Task goal -> Which lines of the records hold the string "Road"? Report only how many of them there are.

======== Supplied records ========

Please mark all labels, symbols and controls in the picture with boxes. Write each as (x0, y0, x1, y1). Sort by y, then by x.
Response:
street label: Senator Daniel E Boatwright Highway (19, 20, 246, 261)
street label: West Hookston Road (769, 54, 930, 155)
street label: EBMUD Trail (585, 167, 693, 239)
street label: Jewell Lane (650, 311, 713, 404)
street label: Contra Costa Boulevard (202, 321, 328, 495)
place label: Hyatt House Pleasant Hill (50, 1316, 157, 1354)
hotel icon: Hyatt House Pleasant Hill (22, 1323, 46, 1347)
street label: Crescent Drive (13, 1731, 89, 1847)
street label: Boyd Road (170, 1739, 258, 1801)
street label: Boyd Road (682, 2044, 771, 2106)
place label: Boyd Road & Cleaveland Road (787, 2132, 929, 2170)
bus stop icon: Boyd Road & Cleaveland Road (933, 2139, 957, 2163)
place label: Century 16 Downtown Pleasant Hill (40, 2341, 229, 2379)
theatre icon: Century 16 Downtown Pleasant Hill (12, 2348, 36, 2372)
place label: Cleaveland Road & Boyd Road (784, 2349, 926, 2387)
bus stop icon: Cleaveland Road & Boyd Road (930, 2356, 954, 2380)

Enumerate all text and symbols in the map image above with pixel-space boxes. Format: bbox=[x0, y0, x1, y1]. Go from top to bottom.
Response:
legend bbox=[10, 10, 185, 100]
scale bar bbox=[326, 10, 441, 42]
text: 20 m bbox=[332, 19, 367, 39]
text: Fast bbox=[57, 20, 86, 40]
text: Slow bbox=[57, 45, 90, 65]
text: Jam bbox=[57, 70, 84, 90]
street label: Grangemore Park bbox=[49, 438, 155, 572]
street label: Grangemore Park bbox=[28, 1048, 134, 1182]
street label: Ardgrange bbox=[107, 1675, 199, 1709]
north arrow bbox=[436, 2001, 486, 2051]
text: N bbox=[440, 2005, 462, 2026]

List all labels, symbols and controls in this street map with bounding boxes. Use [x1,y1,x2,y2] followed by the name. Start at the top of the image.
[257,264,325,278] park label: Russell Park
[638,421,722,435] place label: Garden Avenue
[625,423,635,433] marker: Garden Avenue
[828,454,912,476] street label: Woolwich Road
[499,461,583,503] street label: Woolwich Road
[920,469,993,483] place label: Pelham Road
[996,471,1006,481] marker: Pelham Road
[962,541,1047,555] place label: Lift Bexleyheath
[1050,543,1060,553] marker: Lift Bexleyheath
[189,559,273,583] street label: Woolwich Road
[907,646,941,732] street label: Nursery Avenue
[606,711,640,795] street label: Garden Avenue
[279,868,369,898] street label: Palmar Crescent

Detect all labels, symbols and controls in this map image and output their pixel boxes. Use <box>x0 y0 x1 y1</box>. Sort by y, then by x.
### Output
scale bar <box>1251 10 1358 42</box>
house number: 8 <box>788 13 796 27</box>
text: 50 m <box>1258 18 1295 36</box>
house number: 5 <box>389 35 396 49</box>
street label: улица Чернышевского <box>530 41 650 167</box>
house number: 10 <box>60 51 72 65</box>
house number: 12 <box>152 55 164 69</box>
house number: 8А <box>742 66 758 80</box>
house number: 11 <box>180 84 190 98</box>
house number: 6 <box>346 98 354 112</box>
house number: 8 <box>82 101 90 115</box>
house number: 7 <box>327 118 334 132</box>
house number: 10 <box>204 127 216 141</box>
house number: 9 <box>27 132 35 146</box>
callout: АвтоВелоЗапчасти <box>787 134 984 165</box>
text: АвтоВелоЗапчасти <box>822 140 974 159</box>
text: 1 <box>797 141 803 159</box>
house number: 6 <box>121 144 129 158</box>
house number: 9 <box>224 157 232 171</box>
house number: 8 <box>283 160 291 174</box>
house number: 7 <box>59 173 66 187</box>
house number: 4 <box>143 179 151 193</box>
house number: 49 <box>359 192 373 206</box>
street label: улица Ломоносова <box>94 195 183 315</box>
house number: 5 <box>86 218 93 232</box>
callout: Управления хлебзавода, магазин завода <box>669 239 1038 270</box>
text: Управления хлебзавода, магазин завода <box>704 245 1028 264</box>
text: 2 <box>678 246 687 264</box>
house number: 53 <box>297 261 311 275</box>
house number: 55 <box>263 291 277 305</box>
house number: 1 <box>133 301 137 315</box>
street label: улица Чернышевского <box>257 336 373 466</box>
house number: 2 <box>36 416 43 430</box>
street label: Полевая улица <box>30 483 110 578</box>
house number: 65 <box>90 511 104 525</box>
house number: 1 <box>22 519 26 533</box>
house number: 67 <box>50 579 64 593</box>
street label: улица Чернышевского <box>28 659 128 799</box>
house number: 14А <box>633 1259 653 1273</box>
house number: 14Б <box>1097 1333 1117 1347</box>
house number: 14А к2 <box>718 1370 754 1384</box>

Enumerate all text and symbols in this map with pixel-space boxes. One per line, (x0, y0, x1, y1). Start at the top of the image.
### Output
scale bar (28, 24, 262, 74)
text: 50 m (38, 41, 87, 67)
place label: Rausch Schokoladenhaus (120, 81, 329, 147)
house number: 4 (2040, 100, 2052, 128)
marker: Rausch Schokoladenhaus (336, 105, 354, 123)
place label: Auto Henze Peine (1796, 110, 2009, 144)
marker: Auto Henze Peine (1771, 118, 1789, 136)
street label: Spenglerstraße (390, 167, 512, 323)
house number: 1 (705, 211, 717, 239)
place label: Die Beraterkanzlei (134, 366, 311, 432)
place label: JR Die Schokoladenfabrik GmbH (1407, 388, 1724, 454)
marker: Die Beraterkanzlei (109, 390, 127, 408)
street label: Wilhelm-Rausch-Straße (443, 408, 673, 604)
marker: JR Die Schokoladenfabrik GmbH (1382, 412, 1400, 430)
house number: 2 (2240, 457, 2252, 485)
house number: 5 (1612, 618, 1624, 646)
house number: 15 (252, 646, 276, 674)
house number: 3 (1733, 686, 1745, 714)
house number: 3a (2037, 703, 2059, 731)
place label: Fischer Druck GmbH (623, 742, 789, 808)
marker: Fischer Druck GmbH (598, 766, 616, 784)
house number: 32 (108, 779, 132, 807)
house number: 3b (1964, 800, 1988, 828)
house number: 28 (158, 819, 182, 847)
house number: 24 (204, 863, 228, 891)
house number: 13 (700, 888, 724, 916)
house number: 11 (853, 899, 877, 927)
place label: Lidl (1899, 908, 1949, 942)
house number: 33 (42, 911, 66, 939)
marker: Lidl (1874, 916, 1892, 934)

========

Exercise solution -> 12